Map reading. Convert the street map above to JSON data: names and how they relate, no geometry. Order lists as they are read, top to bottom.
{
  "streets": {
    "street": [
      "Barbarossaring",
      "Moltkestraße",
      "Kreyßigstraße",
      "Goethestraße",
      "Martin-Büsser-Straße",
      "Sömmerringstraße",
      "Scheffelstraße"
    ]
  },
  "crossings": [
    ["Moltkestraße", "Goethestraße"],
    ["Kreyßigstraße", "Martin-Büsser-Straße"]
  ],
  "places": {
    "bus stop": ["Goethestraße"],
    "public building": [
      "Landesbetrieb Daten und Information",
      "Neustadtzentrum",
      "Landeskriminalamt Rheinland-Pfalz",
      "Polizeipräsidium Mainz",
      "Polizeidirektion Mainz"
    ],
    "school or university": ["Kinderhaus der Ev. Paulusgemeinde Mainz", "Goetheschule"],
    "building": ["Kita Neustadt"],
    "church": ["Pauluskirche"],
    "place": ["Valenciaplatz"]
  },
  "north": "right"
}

_____

_Exercise_:
All the material above is to be returned exactly as it stands.

_Answer for this exercise_:
Map reading. Convert the street map above to JSON data: names and how they relate, no geometry. Order lists as they are read, top to bottom.
{
  "streets": {
    "street": [
      "Barbarossaring",
      "Moltkestraße",
      "Kreyßigstraße",
      "Goethestraße",
      "Martin-Büsser-Straße",
      "Sömmerringstraße",
      "Scheffelstraße"
    ]
  },
  "crossings": [
    ["Moltkestraße", "Goethestraße"],
    ["Kreyßigstraße", "Martin-Büsser-Straße"]
  ],
  "places": {
    "bus stop": ["Goethestraße"],
    "public building": [
      "Landesbetrieb Daten und Information",
      "Neustadtzentrum",
      "Landeskriminalamt Rheinland-Pfalz",
      "Polizeipräsidium Mainz",
      "Polizeidirektion Mainz"
    ],
    "school or university": ["Kinderhaus der Ev. Paulusgemeinde Mainz", "Goetheschule"],
    "building": ["Kita Neustadt"],
    "church": ["Pauluskirche"],
    "place": ["Valenciaplatz"]
  },
  "north": "right"
}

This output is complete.